Task objective: Copy out all of the records, exactly as they appear.

[Data excerpts]

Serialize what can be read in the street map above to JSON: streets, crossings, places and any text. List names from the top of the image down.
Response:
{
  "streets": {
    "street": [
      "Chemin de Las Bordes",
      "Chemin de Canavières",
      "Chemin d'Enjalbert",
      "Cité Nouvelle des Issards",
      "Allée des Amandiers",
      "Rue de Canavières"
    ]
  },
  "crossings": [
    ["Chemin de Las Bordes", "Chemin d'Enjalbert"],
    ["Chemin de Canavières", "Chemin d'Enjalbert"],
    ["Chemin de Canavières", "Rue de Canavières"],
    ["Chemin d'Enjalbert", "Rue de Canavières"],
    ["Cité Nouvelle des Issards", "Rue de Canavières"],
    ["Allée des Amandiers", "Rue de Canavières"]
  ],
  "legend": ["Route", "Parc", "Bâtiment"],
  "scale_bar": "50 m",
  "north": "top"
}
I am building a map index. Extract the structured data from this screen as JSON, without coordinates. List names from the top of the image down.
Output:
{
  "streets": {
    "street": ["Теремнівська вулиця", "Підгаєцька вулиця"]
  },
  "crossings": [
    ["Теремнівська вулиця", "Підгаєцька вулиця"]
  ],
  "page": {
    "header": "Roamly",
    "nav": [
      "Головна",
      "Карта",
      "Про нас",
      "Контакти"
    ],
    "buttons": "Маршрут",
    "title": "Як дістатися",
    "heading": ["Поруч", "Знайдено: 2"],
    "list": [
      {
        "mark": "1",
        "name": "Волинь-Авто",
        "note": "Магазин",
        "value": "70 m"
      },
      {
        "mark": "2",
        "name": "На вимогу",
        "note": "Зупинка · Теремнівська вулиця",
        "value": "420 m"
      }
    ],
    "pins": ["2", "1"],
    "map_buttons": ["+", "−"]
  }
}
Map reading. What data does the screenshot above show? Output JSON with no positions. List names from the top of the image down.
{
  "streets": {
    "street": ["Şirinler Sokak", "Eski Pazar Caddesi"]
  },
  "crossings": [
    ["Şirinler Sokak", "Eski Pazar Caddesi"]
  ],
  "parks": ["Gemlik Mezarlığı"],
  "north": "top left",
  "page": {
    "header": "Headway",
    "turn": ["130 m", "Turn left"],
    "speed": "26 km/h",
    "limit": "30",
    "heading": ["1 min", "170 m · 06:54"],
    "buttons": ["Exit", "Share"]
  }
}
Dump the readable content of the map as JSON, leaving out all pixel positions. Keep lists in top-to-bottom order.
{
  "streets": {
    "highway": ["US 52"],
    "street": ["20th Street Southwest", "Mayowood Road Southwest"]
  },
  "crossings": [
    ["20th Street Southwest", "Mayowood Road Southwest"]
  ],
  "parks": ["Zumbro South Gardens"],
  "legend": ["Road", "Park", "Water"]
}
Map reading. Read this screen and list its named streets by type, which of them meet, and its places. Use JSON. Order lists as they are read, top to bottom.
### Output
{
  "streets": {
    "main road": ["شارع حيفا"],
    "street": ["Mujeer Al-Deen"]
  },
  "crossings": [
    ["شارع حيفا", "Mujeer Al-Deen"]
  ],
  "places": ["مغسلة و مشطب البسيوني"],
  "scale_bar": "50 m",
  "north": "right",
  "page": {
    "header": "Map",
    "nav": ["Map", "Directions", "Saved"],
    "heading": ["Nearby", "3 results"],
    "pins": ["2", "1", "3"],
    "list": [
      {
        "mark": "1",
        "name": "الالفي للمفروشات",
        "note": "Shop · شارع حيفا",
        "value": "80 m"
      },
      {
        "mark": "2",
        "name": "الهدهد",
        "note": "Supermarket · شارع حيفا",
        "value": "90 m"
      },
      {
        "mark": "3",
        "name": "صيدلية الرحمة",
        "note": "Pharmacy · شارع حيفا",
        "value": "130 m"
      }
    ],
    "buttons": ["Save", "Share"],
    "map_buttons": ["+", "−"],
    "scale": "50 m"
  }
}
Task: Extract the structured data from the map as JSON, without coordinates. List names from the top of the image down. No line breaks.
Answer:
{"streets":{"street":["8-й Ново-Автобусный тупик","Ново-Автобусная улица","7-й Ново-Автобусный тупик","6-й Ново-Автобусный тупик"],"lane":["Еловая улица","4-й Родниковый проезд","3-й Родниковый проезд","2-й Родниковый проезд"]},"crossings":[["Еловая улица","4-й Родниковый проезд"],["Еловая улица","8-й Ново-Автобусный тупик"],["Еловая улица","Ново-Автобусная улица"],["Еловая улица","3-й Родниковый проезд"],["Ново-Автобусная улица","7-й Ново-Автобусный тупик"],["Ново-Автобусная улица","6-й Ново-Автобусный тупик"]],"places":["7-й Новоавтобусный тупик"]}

Exercise answer:
Serialize what can be read in the street map above to JSON: streets, crossings, places and any text. List names from the top of the image down.
Response:
{
  "streets": {
    "street": [
      "Chemin de Las Bordes",
      "Chemin de Canavières",
      "Chemin d'Enjalbert",
      "Cité Nouvelle des Issards",
      "Allée des Amandiers",
      "Rue de Canavières"
    ]
  },
  "crossings": [
    ["Chemin de Las Bordes", "Chemin d'Enjalbert"],
    ["Chemin de Canavières", "Chemin d'Enjalbert"],
    ["Chemin de Canavières", "Rue de Canavières"],
    ["Chemin d'Enjalbert", "Rue de Canavières"],
    ["Cité Nouvelle des Issards", "Rue de Canavières"],
    ["Allée des Amandiers", "Rue de Canavières"]
  ],
  "legend": ["Route", "Parc", "Bâtiment"],
  "scale_bar": "50 m",
  "north": "top"
}
I am building a map index. Extract the structured data from this screen as JSON, without coordinates. List names from the top of the image down.
Output:
{
  "streets": {
    "street": ["Теремнівська вулиця", "Підгаєцька вулиця"]
  },
  "crossings": [
    ["Теремнівська вулиця", "Підгаєцька вулиця"]
  ],
  "page": {
    "header": "Roamly",
    "nav": [
      "Головна",
      "Карта",
      "Про нас",
      "Контакти"
    ],
    "buttons": "Маршрут",
    "title": "Як дістатися",
    "heading": ["Поруч", "Знайдено: 2"],
    "list": [
      {
        "mark": "1",
        "name": "Волинь-Авто",
        "note": "Магазин",
        "value": "70 m"
      },
      {
        "mark": "2",
        "name": "На вимогу",
        "note": "Зупинка · Теремнівська вулиця",
        "value": "420 m"
      }
    ],
    "pins": ["2", "1"],
    "map_buttons": ["+", "−"]
  }
}
Map reading. What data does the screenshot above show? Output JSON with no positions. List names from the top of the image down.
{
  "streets": {
    "street": ["Şirinler Sokak", "Eski Pazar Caddesi"]
  },
  "crossings": [
    ["Şirinler Sokak", "Eski Pazar Caddesi"]
  ],
  "parks": ["Gemlik Mezarlığı"],
  "north": "top left",
  "page": {
    "header": "Headway",
    "turn": ["130 m", "Turn left"],
    "speed": "26 km/h",
    "limit": "30",
    "heading": ["1 min", "170 m · 06:54"],
    "buttons": ["Exit", "Share"]
  }
}
Dump the readable content of the map as JSON, leaving out all pixel positions. Keep lists in top-to-bottom order.
{
  "streets": {
    "highway": ["US 52"],
    "street": ["20th Street Southwest", "Mayowood Road Southwest"]
  },
  "crossings": [
    ["20th Street Southwest", "Mayowood Road Southwest"]
  ],
  "parks": ["Zumbro South Gardens"],
  "legend": ["Road", "Park", "Water"]
}
Map reading. Read this screen and list its named streets by type, which of them meet, and its places. Use JSON. Order lists as they are read, top to bottom.
### Output
{
  "streets": {
    "main road": ["شارع حيفا"],
    "street": ["Mujeer Al-Deen"]
  },
  "crossings": [
    ["شارع حيفا", "Mujeer Al-Deen"]
  ],
  "places": ["مغسلة و مشطب البسيوني"],
  "scale_bar": "50 m",
  "north": "right",
  "page": {
    "header": "Map",
    "nav": ["Map", "Directions", "Saved"],
    "heading": ["Nearby", "3 results"],
    "pins": ["2", "1", "3"],
    "list": [
      {
        "mark": "1",
        "name": "الالفي للمفروشات",
        "note": "Shop · شارع حيفا",
        "value": "80 m"
      },
      {
        "mark": "2",
        "name": "الهدهد",
        "note": "Supermarket · شارع حيفا",
        "value": "90 m"
      },
      {
        "mark": "3",
        "name": "صيدلية الرحمة",
        "note": "Pharmacy · شارع حيفا",
        "value": "130 m"
      }
    ],
    "buttons": ["Save", "Share"],
    "map_buttons": ["+", "−"],
    "scale": "50 m"
  }
}
Task: Extract the structured data from the map as JSON, without coordinates. List names from the top of the image down. No line breaks.
Answer:
{"streets":{"street":["8-й Ново-Автобусный тупик","Ново-Автобусная улица","7-й Ново-Автобусный тупик","6-й Ново-Автобусный тупик"],"lane":["Еловая улица","4-й Родниковый проезд","3-й Родниковый проезд","2-й Родниковый проезд"]},"crossings":[["Еловая улица","4-й Родниковый проезд"],["Еловая улица","8-й Ново-Автобусный тупик"],["Еловая улица","Ново-Автобусная улица"],["Еловая улица","3-й Родниковый проезд"],["Ново-Автобусная улица","7-й Ново-Автобусный тупик"],["Ново-Автобусная улица","6-й Ново-Автобусный тупик"]],"places":["7-й Новоавтобусный тупик"]}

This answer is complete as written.